Autism and other neurodivergent conditions have a history of being mislabelled and misunderstood by the public healthcare system, being mistakenly treated as something that needs a cure. There is a society-wide lack of awareness of how autism presents itself, which means that people are often ostracised and suffer from systemic abuse from healthcare professionals that do not understand the condition themselves. As Harriet Harman MP QC, the chair of the human rights committee puts it, these horrific human rights abuses do not “fit our society’s image of itself as one which cares for the vulnerable and respects everyone’s human rights”. In a democratic and peaceful society, it is unacceptable that these draconian practices are allowed to continue.

Since the report’s release, the UK government has announced that individual reviews of the care of all 2,250 patients with learning disabilities and autism who are being held in mental health hospitals will take place over the next 12 months. The government has also rolled out a £1.4 million mandatory training programme for all NHS and social care workers that focuses on understanding learning disabilities and autism. This is commendable, however social care workers already working with people with autism in a treatment context should already have this knowledge as a mandatory part of their job description. These measures will provide a good stopgap in the short term; however, the committee’s report calls for a more intensive overhaul of the system, and groups such as Mencap are making the same recommendations.

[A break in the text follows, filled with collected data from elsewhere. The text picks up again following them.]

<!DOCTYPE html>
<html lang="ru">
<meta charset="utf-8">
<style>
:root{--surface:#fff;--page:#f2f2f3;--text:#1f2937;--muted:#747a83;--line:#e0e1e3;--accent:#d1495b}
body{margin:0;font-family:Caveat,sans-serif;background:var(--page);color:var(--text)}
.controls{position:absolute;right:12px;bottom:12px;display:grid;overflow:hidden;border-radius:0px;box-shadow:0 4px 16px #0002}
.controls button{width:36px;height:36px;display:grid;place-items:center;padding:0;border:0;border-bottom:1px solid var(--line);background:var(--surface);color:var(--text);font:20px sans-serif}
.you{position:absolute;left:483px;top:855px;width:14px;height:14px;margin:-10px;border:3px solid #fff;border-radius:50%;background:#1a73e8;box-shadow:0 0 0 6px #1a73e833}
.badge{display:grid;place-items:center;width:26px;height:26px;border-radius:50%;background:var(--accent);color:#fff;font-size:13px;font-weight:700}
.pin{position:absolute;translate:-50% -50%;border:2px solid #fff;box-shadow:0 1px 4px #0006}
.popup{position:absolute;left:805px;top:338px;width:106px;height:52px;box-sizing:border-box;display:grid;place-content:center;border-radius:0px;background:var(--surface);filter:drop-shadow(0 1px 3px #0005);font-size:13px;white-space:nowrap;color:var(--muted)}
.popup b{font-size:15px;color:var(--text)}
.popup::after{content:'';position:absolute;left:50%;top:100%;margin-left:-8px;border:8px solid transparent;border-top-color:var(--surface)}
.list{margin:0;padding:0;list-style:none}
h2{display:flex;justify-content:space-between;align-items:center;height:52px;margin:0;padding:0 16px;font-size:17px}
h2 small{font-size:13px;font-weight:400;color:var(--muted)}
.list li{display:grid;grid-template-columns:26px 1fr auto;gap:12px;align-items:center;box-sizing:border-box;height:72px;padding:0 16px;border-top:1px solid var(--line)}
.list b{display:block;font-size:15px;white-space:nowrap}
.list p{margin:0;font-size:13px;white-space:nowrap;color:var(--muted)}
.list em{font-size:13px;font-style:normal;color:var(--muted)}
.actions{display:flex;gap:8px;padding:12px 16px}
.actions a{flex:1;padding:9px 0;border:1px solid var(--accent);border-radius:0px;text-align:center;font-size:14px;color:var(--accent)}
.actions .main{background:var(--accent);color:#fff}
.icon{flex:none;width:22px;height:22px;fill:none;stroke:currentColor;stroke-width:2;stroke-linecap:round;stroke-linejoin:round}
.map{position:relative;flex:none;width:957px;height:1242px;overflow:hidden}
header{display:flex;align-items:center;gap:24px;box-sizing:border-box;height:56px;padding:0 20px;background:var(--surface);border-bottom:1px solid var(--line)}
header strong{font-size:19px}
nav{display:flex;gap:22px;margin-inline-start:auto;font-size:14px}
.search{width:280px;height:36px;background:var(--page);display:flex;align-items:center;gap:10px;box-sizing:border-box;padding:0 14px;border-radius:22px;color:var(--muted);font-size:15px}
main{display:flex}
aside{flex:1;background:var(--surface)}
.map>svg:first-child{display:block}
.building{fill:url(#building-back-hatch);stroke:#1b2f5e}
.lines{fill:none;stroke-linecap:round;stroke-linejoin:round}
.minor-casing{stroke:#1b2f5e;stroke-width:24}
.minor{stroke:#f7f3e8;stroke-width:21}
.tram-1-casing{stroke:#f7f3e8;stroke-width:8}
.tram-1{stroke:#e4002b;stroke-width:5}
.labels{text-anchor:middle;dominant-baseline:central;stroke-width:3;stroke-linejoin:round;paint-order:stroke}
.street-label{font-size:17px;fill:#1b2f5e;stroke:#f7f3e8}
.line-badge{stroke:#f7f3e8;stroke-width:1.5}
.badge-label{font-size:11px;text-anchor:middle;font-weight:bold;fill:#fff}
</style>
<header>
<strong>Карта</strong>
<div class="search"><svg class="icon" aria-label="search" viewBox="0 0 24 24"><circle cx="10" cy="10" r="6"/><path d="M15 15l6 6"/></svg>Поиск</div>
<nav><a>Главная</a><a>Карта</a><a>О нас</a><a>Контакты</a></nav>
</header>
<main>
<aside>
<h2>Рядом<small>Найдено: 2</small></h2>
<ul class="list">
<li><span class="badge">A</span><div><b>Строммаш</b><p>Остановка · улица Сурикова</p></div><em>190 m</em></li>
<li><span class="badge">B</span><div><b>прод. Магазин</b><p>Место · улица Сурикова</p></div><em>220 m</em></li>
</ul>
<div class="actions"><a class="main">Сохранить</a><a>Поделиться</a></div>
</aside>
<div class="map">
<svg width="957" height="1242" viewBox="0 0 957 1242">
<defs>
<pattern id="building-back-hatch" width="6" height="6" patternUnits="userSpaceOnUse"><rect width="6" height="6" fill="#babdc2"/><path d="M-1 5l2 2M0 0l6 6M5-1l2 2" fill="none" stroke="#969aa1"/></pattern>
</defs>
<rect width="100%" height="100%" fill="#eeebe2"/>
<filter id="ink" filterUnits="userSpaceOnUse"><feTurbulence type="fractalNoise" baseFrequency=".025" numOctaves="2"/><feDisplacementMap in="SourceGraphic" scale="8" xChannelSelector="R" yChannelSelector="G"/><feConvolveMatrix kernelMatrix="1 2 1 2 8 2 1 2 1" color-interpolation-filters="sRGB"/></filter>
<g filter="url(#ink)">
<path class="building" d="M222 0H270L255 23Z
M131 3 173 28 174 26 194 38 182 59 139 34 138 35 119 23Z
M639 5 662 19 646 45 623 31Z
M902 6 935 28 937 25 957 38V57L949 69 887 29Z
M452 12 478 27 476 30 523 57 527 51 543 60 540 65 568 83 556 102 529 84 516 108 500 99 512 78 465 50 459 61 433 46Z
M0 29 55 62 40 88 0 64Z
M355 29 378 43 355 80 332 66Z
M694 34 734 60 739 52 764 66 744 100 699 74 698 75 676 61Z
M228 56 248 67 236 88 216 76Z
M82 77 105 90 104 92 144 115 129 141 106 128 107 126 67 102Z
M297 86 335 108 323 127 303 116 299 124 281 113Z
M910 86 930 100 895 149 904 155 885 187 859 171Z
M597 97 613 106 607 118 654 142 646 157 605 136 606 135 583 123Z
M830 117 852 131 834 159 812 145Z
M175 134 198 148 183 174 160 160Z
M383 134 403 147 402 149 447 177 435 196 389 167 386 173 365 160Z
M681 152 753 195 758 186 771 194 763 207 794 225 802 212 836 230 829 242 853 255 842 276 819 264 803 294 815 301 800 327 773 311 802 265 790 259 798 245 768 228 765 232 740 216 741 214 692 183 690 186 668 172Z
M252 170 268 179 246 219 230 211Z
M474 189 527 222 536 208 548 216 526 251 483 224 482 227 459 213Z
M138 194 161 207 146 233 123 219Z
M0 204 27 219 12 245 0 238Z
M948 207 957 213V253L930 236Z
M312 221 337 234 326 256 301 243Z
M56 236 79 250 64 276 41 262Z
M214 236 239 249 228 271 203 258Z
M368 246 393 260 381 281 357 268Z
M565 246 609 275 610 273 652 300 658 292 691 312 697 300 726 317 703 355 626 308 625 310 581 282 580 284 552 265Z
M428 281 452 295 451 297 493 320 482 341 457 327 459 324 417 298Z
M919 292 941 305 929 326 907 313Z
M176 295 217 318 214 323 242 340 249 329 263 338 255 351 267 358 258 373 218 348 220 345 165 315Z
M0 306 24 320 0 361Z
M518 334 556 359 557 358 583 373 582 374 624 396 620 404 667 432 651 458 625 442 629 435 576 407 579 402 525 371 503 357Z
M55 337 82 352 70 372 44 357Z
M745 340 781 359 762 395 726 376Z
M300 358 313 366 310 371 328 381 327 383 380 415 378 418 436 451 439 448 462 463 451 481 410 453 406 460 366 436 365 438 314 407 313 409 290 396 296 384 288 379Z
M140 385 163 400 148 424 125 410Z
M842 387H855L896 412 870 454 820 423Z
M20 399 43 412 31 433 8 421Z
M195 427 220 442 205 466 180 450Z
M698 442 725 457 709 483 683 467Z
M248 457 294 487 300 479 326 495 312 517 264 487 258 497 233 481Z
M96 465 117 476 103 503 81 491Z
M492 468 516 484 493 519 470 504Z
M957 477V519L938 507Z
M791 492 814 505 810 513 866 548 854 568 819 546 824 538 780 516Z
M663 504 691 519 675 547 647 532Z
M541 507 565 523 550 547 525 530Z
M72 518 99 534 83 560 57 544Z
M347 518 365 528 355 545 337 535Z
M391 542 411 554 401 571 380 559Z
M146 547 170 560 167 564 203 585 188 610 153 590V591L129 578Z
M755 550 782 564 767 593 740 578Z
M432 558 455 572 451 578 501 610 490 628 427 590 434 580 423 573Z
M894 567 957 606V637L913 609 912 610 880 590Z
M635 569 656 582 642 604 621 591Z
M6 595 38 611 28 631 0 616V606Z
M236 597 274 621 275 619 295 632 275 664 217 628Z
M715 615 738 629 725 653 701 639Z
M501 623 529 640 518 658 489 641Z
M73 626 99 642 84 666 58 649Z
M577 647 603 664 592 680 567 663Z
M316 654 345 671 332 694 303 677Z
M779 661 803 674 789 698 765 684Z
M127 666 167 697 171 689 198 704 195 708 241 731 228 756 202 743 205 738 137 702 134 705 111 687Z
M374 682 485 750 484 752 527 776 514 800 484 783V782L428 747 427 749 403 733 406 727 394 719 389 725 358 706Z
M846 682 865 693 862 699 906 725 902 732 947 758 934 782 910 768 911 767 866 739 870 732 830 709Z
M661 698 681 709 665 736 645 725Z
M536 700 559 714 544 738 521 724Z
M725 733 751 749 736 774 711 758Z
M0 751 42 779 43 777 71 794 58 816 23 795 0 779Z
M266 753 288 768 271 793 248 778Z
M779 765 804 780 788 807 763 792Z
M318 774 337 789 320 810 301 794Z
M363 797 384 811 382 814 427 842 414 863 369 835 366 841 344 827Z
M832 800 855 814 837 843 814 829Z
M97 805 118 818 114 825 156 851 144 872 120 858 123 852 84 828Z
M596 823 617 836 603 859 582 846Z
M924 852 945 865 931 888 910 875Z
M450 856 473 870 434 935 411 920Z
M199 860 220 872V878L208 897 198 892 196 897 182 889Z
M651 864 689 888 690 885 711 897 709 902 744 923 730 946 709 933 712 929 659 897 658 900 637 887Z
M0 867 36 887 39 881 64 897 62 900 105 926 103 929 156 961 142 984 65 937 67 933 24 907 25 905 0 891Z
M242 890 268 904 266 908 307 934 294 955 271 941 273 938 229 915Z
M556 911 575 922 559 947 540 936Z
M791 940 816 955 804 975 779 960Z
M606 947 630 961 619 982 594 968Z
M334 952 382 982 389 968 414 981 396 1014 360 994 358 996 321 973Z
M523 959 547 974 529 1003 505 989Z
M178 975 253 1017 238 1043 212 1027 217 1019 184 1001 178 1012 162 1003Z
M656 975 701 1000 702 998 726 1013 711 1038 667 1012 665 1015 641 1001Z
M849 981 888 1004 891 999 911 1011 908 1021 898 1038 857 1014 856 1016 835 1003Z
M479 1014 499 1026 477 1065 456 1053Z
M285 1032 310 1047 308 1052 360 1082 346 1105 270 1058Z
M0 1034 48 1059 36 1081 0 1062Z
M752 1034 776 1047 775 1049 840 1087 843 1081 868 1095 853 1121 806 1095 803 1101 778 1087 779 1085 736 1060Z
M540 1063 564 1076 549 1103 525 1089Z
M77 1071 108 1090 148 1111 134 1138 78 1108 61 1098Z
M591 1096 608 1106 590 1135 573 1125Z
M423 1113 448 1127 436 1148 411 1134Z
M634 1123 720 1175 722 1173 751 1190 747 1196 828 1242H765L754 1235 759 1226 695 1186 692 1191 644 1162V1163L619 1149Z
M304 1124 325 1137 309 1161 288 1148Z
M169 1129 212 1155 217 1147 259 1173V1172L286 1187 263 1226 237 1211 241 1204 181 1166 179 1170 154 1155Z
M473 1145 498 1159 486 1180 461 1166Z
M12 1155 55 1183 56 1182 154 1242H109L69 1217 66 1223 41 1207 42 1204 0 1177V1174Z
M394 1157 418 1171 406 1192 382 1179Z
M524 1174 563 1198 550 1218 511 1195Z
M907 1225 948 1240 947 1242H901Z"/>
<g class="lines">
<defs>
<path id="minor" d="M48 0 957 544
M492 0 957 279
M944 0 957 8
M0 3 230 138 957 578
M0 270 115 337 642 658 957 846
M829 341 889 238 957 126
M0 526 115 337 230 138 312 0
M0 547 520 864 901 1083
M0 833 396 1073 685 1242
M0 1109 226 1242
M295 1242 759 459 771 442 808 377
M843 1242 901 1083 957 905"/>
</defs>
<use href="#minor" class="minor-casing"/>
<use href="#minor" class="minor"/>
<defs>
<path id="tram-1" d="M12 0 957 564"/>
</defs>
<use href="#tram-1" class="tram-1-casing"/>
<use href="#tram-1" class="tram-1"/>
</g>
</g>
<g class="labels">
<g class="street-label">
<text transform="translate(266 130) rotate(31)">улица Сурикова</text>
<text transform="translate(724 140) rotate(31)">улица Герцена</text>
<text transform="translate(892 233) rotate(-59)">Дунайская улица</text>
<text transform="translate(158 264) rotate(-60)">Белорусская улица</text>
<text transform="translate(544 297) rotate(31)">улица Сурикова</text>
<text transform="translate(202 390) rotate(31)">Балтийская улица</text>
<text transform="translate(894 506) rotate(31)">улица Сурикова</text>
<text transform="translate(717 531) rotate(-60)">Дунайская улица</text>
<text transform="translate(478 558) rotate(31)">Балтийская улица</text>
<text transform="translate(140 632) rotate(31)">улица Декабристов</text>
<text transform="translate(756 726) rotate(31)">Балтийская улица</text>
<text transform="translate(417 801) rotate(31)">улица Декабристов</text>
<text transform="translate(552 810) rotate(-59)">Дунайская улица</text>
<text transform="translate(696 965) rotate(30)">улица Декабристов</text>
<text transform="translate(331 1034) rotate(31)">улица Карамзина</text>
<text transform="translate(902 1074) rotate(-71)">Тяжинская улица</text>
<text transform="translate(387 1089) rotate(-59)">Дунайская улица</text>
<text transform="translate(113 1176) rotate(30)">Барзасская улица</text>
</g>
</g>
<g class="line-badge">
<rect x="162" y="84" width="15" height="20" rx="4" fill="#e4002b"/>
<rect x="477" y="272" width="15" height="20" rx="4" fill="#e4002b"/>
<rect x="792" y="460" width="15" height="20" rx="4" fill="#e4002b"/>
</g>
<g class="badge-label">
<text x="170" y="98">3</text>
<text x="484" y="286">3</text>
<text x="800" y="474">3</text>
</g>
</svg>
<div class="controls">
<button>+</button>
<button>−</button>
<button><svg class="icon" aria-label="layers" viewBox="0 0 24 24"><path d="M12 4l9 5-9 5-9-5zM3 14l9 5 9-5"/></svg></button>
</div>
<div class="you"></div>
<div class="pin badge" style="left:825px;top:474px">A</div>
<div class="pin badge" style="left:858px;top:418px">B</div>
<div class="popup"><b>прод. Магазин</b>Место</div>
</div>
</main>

Dan Scorer from Mencap highlights the more fundamental issue with why the system has been failing – a consistent underfunding of the social care system. This means that carers and health professionals do not have the training and education needed to adequately provide care. Further, there is a lack of resources that means that people are treated in horrific ways due to the lack of adequate facilities and rehabilitative programmes. According to Mencap, almost a quarter of doctors and nurses have never been given training about learning disabilities, and half of doctors and nurses think that a lack of knowledge might be contributing to avoidable deaths. One study estimates that 1,200 people with a learning disability die each year due to avoidable death because they did not have timely access to good quality healthcare. The parliamentary report notes that this is because of a lack of political will to confront these issues, as well as a lack of accountability for those in power. To ensure that these human rights abuses do not continue, lawmakers in Britain need to re-evaluate the Mental Health Act to ensure that it does not overextend its power to detain those at risk. Autism is not a “mental health disorder” and should not be defined as such under the Act. The outdated legislation needs to updated to reflect that. Disability rights groups, such as the National Autistic Society, are making sure to lobby UK politicians ahead of the upcoming elections, to ensure that these human rights abuses are not continued. People on the autism spectrum are often under-represented in mainstream discussions of human rights; so there needs to be an active campaign to raise awareness and hold the government accountable.

It is unacceptable that this inhumane detainment has been allowed to happen in the UK. It is good that the UK Parliament launched this inquiry and has since taken steps to provide some redress. However, that does not fix the years of abuse that some have already experienced, which means that compensation may be needed. There is hope for the future, shown by the review of care happening in UK mental health hospitals. However, to make sure that this kind of treatment does not continue, there needs to be action on a legislative level to curb the power of detainment. Otherwise, peace and democracy are undermined in the UK when it does not protect all members of society.